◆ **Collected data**
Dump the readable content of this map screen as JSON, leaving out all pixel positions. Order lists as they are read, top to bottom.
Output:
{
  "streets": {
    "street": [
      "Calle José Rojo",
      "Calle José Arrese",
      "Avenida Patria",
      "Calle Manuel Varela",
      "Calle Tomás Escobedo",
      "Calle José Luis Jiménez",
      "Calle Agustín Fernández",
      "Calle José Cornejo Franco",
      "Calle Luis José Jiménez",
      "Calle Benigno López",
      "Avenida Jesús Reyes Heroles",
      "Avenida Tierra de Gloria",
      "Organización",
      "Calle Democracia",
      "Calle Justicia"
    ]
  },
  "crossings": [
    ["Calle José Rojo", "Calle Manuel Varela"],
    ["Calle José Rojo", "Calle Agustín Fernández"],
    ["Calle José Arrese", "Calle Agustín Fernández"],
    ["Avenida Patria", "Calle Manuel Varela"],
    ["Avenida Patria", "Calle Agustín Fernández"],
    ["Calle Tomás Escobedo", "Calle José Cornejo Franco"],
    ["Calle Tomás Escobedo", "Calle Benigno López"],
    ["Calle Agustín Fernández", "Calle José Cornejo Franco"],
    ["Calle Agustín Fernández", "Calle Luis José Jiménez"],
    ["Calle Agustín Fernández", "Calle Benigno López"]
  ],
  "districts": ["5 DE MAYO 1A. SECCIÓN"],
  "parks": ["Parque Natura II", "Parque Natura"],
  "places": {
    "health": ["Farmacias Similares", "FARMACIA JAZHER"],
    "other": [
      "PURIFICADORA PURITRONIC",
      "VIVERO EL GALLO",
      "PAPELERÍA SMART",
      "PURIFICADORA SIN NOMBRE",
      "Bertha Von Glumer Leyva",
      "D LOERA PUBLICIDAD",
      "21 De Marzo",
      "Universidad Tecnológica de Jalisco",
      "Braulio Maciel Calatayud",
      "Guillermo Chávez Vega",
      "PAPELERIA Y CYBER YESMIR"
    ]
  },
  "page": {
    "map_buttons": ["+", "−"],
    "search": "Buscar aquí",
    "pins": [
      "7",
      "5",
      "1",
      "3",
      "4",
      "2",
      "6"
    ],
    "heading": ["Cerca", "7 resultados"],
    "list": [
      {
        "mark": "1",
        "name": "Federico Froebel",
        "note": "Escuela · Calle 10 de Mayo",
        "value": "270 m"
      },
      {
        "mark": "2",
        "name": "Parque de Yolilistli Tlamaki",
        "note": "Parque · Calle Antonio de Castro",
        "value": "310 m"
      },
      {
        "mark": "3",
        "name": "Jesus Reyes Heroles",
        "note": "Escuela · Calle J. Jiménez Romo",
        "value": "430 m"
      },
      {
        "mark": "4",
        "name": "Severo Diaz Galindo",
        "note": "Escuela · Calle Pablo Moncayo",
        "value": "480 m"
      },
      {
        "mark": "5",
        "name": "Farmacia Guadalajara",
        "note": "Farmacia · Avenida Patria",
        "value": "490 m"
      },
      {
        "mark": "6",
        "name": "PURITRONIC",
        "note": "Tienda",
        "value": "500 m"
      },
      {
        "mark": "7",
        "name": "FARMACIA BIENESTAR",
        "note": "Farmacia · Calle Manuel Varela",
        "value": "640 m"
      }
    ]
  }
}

◆ **Exercise aim**
Within the records, filter for lines that contain the word "Rojo" and show each one.

◆ **Your solution**
      "Calle José Rojo",
    ["Calle José Rojo", "Calle Manuel Varela"],
    ["Calle José Rojo", "Calle Agustín Fernández"],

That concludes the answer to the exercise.